(Saved entries)
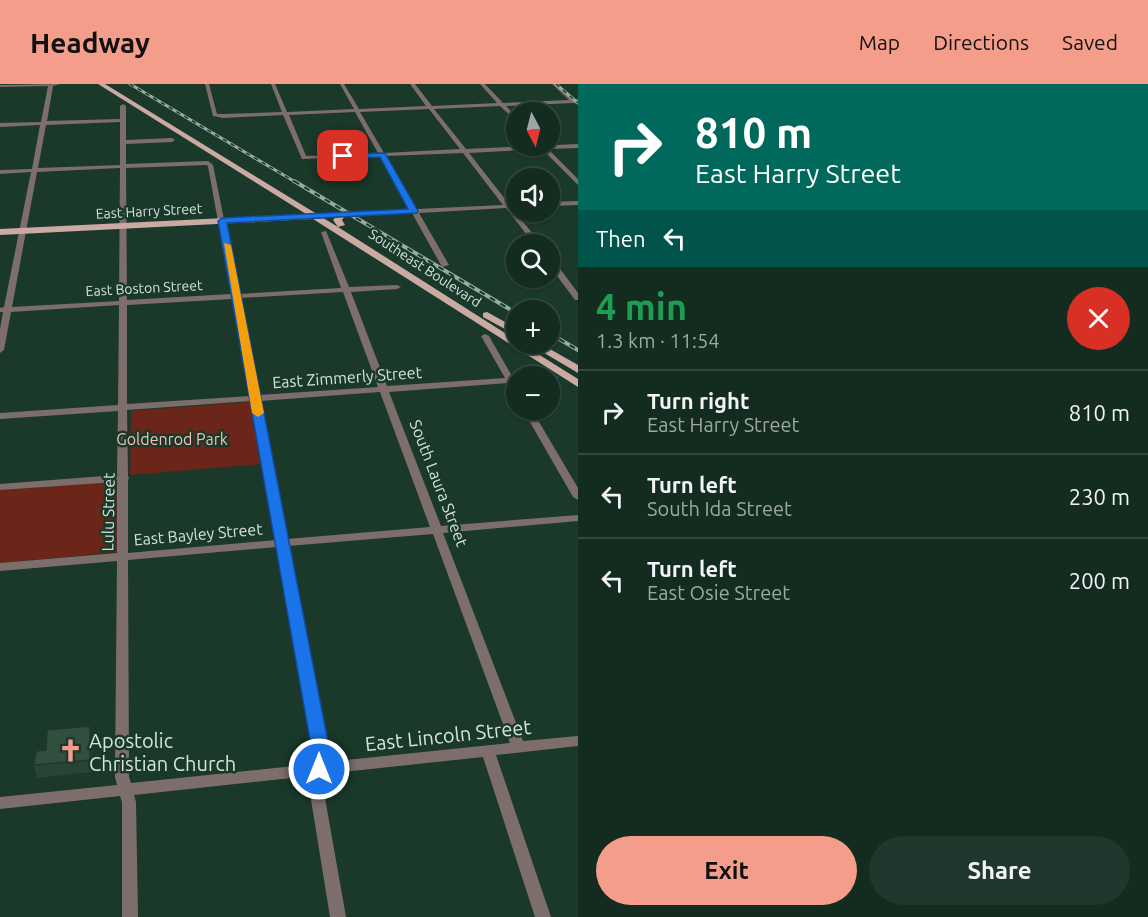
<!DOCTYPE html>
<meta charset="utf-8">
<style>
:root{--surface:#142b20;--page:#21372d;--text:#f1f3f6;--muted:#9da7a5;--line:#33473e;--accent:#f49d8b}
body{margin:0;font-family:Ubuntu,sans-serif;background:var(--page);color:var(--text);height:100vh;display:flex;flex-direction:column;font-size:22px;white-space:nowrap}
*{box-sizing:border-box;margin:0}
p{font-size:20px;color:var(--muted)}
.icon{flex:none;width:33px;height:33px;fill:none;stroke:currentColor;stroke-width:2;stroke-linecap:round;stroke-linejoin:round}
.map{position:relative;flex:1;overflow:hidden}
.details{display:flex;flex-direction:column;background:var(--surface);width:570px}
.details>*{flex:none}
.top-card{background:#00695c;color:#fff;overflow:hidden}
.needle{width:39px;rotate:173deg}
.fabs{position:absolute;left:506px;top:18px;display:grid;gap:12px}
.fabs a{display:grid;place-items:center;width:54px;height:54px;border-radius:50%;background:var(--surface);box-shadow:0 2px 4px #0004,0 0 0 2px var(--line);font-size:30px}
.pin{position:absolute;display:grid;place-items:center;width:51px;height:51px;color:#fff;margin:-26px;border-radius:12px;box-shadow:0 3px 9px #0006}
.me{position:absolute;width:66px;margin:-33px;rotate:0deg;stroke-linejoin:round;filter:drop-shadow(0 0 4px #0008)}
.turn{display:flex;align-items:center;gap:21px;height:126px;padding:0 18px;font-size:27px}
.turn .icon{width:78px;height:78px;stroke-width:2.5}
.turn b{display:block;font-size:42px;line-height:51px}
.then{display:flex;align-items:center;height:57px;padding:0 18px;background:#0003;gap:12px;font-size:22px}
.round{display:grid;place-items:center;flex:none;width:63px;height:63px;border-radius:32px;background:var(--page)}
.overview{display:flex;align-items:center;justify-content:space-between;height:102px;padding:0 18px}
h1{font-size:36px;font-weight:600;line-height:45px;color:#1e9e55}
.primary-button{display:flex;gap:12px;margin-top:auto;padding:12px 18px}
.primary-button a{flex:1;height:69px;border-radius:36px;background:var(--accent);color:#111;font-size:24px;font-weight:600;line-height:69px;text-align:center}
.primary-button a+a{background:var(--page);color:var(--text)}
ul{padding:0;list-style:none}
li{display:flex;align-items:center;gap:18px;height:84px;padding:0 18px;border-top:2px solid var(--line)}
li div{flex:1}
li b{display:block;font-size:22px}
li em{font-style:normal}
header{display:flex;align-items:center;gap:36px;box-sizing:border-box;height:84px;padding:0 30px;background:var(--accent);color:#111}
header strong{font-size:28px}
nav{display:flex;gap:33px;margin-inline-start:auto;font-size:21px}
main{display:flex;flex:1;min-height:0}
.map>svg:first-child{display:block}
</style>
<header>
<strong>Headway</strong>
<nav><a>Map</a><a>Directions</a><a>Saved</a></nav>
</header>
<main>
<div class="map">
<svg width="578" height="833" viewBox="0 0 578 833">
<rect width="100%" height="100%" fill="#1a392a"/>
<g fill="#6b2619">
<polygon points="249,318 251,319 263,380 130,391 131,327"/>
<polygon points="118,398 117,468 0,479 0,406"/>
</g>
<g fill="none" stroke-linecap="round" stroke-linejoin="round">
<g fill="#7e6e6b" fill-rule="evenodd">
<path d="M60,0L53,2L47,37L120,35V22L123,20L126,22V56L172,54L175,56L172,58L126,60V80L208,77L213,81L239,210L341,204L321,148L326,147L349,203L397,201L401,203L397,205L351,208L387,302L505,294L481,252L485,250L489,252L513,294L516,293V309L513,308L508,299L389,308L441,442L578,431V437L443,449L523,657L578,652V662L496,671L551,833H535L483,673L324,690L322,697L346,833H330L308,697L310,692L134,711L136,718L138,833H122V718L120,712L0,725V713L117,701L115,693L117,477L0,487V479L117,469V398L0,406V400L117,391L118,327L0,335V329L118,321L119,221L11,228L4,266L0,269V245L3,228H0V224L4,223L31,88L0,90V86L32,85L40,41L0,43V39L41,38L48,2L0,3V1ZM120,38V81L38,84L46,41ZM206,81L208,82L231,210L127,216L126,84ZM120,84L119,217L12,223L37,88ZM343,208L378,303L259,311L240,214ZM232,215L250,312L127,320V221ZM380,308L430,443L287,455L260,317ZM251,317L276,456L128,469V396L129,394L128,392L127,326ZM433,450L510,659L327,678L329,673L288,462ZM277,463L315,673L313,680L131,699L129,693L128,476Z"/>
<path d="M205,0H209L217,30H223L282,28L271,0H275L287,28L354,25L340,0H344L359,25L426,22L410,0H415L432,22L497,19L480,0H485L503,19L569,16L552,0H557L575,16L578,15V20L573,19L506,22L516,32V37L500,22L434,25L466,65L578,60V64L548,65L578,95V101L542,65L469,69L509,120L515,121V123L512,124L541,160H534L506,124L419,129L449,181L442,183L412,129L325,134L322,132L325,130L410,125L380,72L302,75L283,31L223,34L213,32ZM429,25L460,65L384,69L360,28ZM355,28L378,69L306,72L289,31ZM463,69L503,121L417,125L386,72Z"/>
<polygon points="578,117 578,121 549,122 549,118"/>
<polygon points="549,174 552,174 578,209 578,216 575,216 549,181"/>
<polygon points="549,291 557,292 558,294 557,296 549,297 549,292 546,292"/>
<polygon points="523,326 532,326 578,404 578,416 573,413"/>
</g>
<g fill="#caaaa2" fill-rule="evenodd">
<polygon points="98,0 105,0 338,143 333,136 339,129 345,129 346,131 342,136 345,141 338,143 516,256 516,260 522,260 578,295 578,303 313,135 0,151 0,145 306,130"/>
<polygon points="487,228 516,244 516,251 483,233 483,229"/>
<polygon points="529,260 541,260 578,281 578,289"/>
</g>
<defs>
<g id="rail-far1">
<polyline points="130,0 297,99"/>
<polyline points="556,0 578,19"/>
</g>
<g id="rail">
<polyline points="294,97 516,229"/>
<polyline points="549,249 578,266"/>
</g>
</defs>
<use href="#rail-far1" stroke="#96aca1" stroke-width="3"/>
<use href="#rail" stroke="#96aca1" stroke-width="4"/>
<use href="#rail-far1" stroke="#1a392a" stroke-width="1.5" stroke-dasharray="4.5" stroke-linecap="butt"/>
<use href="#rail" stroke="#1a392a" stroke-width="2" stroke-dasharray="6" stroke-linecap="butt"/>
</g>
<polygon fill="#294436" points="90,642 92,654 92,688 37,694 34,681 46,666"/>
<polygon fill="#22372c" points="90,642 92,654 92,688 90,676"/>
<polygon fill="#304f3f" stroke="#22372c" stroke-width="1.5" points="90,642 90,676 34,681 36,667 46,666 47,646"/>
<polygon fill="#1a73e8" stroke="#114b97" stroke-width="1.5" points="385,69 418,127 417,129 227,139 331,673 325,690 319,692 312,690 309,685 313,673 218,137 222,134 408,125 380,73 343,75 339,72 343,70"/>
<polygon fill="#f59e0b" points="224,159 231,161 264,329 258,333 252,329"/>
<defs>
<symbol id="church-bare" viewBox="-9 -9 18 18"><path d="M-1.2-6h2.4v3.5h3.3v2.4h-3.3V6h-2.4V-.1h-3.3v-2.4h3.3Z" fill="#f49d8b" stroke="#1a392a" stroke-width="2.5" paint-order="stroke"/></symbol>
</defs>
<g fill-rule="evenodd">
<use href="#church-bare" x="54" y="650" width="33" height="33"/>
</g>
<g text-anchor="middle" dominant-baseline="central" stroke-width="5" stroke-linejoin="round" paint-order="stroke">
<g font-size="14" fill="#d2e4da" stroke="#1a392a">
<text transform="translate(149 127) rotate(-3)">East Harry Street</text>
<text transform="translate(425 184) rotate(33)">Southeast Boulevard</text>
<text transform="translate(144 204) rotate(-3)">East Boston Street</text>
</g>
<g font-size="16" fill="#d2e4da" stroke="#1a392a">
<text transform="translate(347 293) rotate(-4)">East Zimmerly Street</text>
<text transform="translate(439 399) rotate(69)">South Laura Street</text>
<text transform="translate(108 428) rotate(-89)">Lulu Street</text>
<text transform="translate(198 450) rotate(-5)">East Bayley Street</text>
</g>
<g font-size="16" fill="#f3c0b5" stroke="#1a392a">
<text x="172" y="355">Goldenrod Park</text>
</g>
<g font-size="20" fill="#d2e4da" stroke="#1a392a">
<text transform="translate(448 651) rotate(-6)">East Lincoln Street</text>
</g>
<g font-size="20" fill="#d2e4da" stroke="#1a392a" text-anchor="start">
<text x="89" y="656">Apostolic<tspan x="89" dy="23">Christian Church</tspan></text>
</g>
</g>
</svg>
<div class="fabs">
<a><svg class="needle" viewBox="-14 -14 28 28"><path d="M0-13l5 13h-10z" fill="#e53935"/><path d="M0 13l5-13h-10z" fill="#9da7a5"/></svg></a>
<a><svg class="icon" aria-label="sound" viewBox="0 0 24 24"><path d="M4 9h4l5-4v14l-5-4H4zM17 9q2 3 0 6"/></svg></a>
<a><svg class="icon" aria-label="search" viewBox="0 0 24 24"><circle cx="10" cy="10" r="6"/><path d="M15 15l6 6"/></svg></a>
<a>+</a>
<a>−</a>
</div>
<div class="pin" style="left:343px;top:72px;background:#d93025"><svg class="icon" aria-label="arrive" viewBox="0 0 24 24"><path d="M6 21V4h12l-3 4 3 4H6"/></svg></div>
<svg class="me" style="left:319px;top:685px" viewBox="-20 -20 40 40"><circle r="17" fill="#1a73e8" stroke="#fff" stroke-width="3"/><path d="M0-11L8 9 0 5-8 9z" fill="#fff"/></svg>
</div>
<section class="details">
<div class="top-card">
<div class="turn"><svg class="icon" aria-label="right" viewBox="0 0 24 24"><path d="M7 20v-9h11M14 6l5 5-5 5"/></svg><div><b>810 m</b>East Harry Street</div></div>
<div class="then">Then<svg class="icon" aria-label="left" viewBox="0 0 24 24"><path d="M17 20v-9H6M10 6l-5 5 5 5"/></svg></div>
</div>
<div class="overview"><div><h1>4 min</h1><p>1.3 km · 11:54</p></div><a class="round" style="background:#d93025;color:#fff"><svg class="icon" aria-label="close" viewBox="0 0 24 24"><path d="M6 6l12 12M18 6L6 18"/></svg></a></div>
<ul>
<li><svg class="icon" aria-label="right" viewBox="0 0 24 24"><path d="M7 20v-9h11M14 6l5 5-5 5"/></svg><div><b>Turn right</b><p>East Harry Street</p></div><em>810 m</em></li>
<li><svg class="icon" aria-label="left" viewBox="0 0 24 24"><path d="M17 20v-9H6M10 6l-5 5 5 5"/></svg><div><b>Turn left</b><p>South Ida Street</p></div><em>230 m</em></li>
<li><svg class="icon" aria-label="left" viewBox="0 0 24 24"><path d="M17 20v-9H6M10 6l-5 5 5 5"/></svg><div><b>Turn left</b><p>East Osie Street</p></div><em>200 m</em></li>
</ul>
<div class="primary-button"><a>Exit</a><a>Share</a></div>
</section>
</main>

→ YOUR ASSIGNMENT
Count every line in the records that holds "needle" and give that count by itself.

→ THE COMPLETED TASK
2